EXERCISE DESCRIPTION: Once the line containing "Annotation task. Dump" is found in the entries below, reproduce it and every line after it, stopping at and including the line containing "Input: one rendered"; reproduce nothing else, and keep each line exact.

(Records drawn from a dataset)
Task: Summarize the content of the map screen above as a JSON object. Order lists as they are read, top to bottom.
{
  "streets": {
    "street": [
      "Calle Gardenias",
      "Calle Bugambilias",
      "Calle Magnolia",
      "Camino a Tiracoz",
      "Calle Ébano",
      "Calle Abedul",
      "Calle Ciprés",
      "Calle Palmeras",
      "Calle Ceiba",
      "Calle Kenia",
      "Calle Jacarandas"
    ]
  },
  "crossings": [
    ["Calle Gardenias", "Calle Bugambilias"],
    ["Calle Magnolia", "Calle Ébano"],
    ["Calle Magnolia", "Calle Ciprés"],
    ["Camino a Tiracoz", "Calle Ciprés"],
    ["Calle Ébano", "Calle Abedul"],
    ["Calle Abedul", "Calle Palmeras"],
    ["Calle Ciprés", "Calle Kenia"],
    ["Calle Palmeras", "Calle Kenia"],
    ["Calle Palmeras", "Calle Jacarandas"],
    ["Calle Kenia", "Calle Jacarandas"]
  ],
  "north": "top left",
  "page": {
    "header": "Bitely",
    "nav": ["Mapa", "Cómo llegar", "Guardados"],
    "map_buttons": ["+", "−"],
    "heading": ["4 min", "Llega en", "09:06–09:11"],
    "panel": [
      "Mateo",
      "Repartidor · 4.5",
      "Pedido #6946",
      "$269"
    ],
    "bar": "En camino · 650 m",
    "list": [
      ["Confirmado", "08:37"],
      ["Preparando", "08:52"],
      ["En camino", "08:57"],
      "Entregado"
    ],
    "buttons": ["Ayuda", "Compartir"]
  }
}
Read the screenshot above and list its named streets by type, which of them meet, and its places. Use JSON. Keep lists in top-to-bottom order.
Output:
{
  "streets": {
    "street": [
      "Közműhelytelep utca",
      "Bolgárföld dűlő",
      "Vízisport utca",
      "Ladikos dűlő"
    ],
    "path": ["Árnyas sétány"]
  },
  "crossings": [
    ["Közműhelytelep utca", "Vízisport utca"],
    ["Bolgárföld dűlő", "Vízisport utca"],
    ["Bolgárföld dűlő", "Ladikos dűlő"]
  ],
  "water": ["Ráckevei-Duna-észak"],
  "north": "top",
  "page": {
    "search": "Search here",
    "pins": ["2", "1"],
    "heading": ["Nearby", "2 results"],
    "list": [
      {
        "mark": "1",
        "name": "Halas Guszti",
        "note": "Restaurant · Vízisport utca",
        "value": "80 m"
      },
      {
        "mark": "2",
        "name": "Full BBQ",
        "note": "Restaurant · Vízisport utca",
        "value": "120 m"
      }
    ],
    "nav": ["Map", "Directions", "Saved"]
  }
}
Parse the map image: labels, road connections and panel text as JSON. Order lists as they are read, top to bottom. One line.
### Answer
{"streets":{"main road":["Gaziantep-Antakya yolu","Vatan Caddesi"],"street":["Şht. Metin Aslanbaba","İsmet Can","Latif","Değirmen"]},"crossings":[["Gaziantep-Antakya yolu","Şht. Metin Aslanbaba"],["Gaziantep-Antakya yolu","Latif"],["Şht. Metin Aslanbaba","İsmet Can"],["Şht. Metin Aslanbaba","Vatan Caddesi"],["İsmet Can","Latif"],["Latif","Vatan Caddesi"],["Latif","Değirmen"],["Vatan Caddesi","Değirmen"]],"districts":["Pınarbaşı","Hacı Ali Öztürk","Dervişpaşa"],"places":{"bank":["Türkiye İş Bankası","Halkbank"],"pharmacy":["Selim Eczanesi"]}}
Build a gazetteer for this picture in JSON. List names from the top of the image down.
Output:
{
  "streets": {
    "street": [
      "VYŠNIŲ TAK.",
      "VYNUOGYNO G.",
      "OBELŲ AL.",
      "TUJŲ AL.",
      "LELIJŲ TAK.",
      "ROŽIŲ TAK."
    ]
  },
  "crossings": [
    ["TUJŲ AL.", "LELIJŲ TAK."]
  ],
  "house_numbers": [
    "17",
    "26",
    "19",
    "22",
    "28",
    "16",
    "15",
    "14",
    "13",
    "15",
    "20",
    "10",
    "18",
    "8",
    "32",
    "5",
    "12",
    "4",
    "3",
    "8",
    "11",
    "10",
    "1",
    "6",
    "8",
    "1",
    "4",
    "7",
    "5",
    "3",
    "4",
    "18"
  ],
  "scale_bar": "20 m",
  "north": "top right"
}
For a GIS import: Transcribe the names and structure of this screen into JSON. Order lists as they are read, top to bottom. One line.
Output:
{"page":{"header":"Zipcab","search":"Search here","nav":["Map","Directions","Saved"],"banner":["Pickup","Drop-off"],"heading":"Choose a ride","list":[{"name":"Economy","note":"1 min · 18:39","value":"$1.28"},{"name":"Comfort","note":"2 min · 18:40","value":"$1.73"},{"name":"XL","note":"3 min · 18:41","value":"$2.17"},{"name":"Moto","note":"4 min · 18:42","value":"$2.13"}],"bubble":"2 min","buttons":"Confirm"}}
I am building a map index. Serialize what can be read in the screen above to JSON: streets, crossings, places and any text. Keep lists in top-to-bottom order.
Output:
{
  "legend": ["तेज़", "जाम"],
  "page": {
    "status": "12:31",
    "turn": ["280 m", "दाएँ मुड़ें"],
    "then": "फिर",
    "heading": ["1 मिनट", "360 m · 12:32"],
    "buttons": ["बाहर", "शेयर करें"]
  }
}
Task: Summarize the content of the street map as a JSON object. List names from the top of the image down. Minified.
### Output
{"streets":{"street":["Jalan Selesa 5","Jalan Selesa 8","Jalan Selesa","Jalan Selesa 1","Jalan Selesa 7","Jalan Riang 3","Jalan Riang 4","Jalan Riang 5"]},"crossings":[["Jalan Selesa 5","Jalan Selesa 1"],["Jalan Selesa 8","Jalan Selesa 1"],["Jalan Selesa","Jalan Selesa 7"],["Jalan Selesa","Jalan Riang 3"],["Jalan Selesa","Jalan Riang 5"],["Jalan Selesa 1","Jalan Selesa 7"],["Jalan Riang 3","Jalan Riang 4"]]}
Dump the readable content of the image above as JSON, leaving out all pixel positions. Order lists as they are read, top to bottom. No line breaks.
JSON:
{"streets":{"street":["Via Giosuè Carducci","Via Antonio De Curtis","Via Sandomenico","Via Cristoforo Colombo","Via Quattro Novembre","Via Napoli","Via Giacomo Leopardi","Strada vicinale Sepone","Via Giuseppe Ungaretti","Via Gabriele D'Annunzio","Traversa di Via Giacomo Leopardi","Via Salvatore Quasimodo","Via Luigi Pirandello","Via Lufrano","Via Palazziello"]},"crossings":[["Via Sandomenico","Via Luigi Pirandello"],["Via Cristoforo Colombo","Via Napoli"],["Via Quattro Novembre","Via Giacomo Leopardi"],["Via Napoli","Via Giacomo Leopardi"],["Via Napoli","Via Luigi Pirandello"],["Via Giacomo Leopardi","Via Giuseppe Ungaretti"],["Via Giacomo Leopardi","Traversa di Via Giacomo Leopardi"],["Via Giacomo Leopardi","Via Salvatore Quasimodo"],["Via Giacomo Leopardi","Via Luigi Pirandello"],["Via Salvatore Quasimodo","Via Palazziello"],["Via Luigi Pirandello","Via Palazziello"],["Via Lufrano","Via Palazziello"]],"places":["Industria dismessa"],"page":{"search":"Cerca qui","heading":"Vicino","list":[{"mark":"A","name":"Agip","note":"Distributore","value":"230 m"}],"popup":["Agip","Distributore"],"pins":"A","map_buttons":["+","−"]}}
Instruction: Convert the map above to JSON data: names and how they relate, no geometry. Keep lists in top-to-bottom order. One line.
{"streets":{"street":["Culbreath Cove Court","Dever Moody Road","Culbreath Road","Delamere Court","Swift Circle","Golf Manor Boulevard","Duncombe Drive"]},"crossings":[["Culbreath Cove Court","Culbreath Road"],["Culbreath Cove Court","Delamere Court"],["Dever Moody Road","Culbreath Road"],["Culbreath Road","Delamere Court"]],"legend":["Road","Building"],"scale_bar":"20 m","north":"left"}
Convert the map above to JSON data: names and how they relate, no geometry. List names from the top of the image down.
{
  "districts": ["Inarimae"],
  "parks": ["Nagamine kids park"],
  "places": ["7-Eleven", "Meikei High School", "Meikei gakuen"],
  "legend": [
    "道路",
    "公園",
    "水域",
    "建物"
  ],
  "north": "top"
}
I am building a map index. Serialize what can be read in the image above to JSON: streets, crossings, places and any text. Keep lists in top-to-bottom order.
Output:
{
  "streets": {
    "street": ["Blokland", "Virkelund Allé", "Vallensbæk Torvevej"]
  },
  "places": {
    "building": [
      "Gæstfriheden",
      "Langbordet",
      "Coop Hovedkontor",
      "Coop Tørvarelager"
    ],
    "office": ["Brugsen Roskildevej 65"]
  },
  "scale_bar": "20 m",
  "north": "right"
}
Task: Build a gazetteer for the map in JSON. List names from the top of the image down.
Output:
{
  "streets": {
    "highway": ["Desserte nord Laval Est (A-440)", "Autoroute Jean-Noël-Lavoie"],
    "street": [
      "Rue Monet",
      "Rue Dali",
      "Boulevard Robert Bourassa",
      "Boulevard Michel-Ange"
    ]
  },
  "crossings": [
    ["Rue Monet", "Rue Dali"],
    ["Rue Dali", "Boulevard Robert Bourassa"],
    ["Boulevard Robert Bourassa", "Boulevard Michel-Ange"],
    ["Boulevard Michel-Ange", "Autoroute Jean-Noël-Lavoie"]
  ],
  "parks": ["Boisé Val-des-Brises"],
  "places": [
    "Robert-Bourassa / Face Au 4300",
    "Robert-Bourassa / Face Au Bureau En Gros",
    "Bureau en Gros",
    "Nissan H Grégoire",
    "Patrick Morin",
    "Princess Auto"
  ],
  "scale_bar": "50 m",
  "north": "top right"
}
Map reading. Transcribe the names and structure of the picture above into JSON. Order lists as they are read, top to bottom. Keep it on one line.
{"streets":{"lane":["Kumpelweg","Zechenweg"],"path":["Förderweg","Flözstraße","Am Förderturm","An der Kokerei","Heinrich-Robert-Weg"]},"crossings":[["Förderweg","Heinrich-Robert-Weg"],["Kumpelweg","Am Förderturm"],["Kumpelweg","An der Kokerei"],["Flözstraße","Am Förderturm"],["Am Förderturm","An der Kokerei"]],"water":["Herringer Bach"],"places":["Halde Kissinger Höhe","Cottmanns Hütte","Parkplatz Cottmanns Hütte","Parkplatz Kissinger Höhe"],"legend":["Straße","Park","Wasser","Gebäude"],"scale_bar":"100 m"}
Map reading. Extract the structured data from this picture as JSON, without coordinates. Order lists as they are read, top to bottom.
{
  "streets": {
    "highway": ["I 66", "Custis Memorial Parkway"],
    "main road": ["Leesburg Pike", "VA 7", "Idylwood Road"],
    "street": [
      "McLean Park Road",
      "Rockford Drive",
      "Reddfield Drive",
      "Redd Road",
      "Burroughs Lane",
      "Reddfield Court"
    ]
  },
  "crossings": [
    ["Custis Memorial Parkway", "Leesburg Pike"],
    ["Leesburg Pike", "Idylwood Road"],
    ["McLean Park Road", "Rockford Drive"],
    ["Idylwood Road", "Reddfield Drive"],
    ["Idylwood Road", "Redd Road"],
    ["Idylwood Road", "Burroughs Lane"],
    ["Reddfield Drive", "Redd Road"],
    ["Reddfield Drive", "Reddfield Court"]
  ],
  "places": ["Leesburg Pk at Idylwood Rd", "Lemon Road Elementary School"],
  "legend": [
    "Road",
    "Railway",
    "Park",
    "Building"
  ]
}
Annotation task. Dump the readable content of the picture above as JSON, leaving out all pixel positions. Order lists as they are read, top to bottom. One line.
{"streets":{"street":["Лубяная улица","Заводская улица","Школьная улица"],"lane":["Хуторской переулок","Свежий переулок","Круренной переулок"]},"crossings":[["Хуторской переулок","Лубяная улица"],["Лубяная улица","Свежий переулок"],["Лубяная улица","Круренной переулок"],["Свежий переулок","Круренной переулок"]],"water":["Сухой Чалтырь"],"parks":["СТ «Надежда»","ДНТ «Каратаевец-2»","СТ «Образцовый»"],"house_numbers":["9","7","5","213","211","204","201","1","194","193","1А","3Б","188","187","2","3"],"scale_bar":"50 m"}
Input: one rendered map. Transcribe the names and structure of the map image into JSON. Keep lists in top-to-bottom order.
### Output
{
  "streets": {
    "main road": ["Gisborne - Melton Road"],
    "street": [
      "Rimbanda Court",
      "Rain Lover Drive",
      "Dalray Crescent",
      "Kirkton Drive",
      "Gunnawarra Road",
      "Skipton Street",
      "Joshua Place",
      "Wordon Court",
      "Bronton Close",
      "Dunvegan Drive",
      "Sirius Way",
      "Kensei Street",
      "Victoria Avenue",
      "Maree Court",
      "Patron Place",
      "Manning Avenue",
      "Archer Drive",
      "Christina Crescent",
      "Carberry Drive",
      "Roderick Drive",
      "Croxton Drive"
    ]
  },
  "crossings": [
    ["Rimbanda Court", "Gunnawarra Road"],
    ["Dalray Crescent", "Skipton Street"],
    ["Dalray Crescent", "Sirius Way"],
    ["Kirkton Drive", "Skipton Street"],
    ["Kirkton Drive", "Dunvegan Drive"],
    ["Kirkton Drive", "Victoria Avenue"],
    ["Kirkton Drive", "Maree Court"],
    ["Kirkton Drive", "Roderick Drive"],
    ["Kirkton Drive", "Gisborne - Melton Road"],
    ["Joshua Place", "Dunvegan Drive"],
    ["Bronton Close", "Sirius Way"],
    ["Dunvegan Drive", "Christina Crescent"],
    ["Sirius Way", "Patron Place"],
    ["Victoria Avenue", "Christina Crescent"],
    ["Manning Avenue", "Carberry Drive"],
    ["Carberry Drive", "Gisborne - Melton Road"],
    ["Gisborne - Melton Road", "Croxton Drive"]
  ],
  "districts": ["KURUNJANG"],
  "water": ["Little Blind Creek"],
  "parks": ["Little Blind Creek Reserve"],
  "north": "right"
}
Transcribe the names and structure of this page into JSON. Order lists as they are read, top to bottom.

ANSWER SPACE:
Annotation task. Dump the readable content of the picture above as JSON, leaving out all pixel positions. Order lists as they are read, top to bottom. One line.
{"streets":{"street":["Лубяная улица","Заводская улица","Школьная улица"],"lane":["Хуторской переулок","Свежий переулок","Круренной переулок"]},"crossings":[["Хуторской переулок","Лубяная улица"],["Лубяная улица","Свежий переулок"],["Лубяная улица","Круренной переулок"],["Свежий переулок","Круренной переулок"]],"water":["Сухой Чалтырь"],"parks":["СТ «Надежда»","ДНТ «Каратаевец-2»","СТ «Образцовый»"],"house_numbers":["9","7","5","213","211","204","201","1","194","193","1А","3Б","188","187","2","3"],"scale_bar":"50 m"}
Input: one rendered map. Transcribe the names and structure of the map image into JSON. Keep lists in top-to-bottom order.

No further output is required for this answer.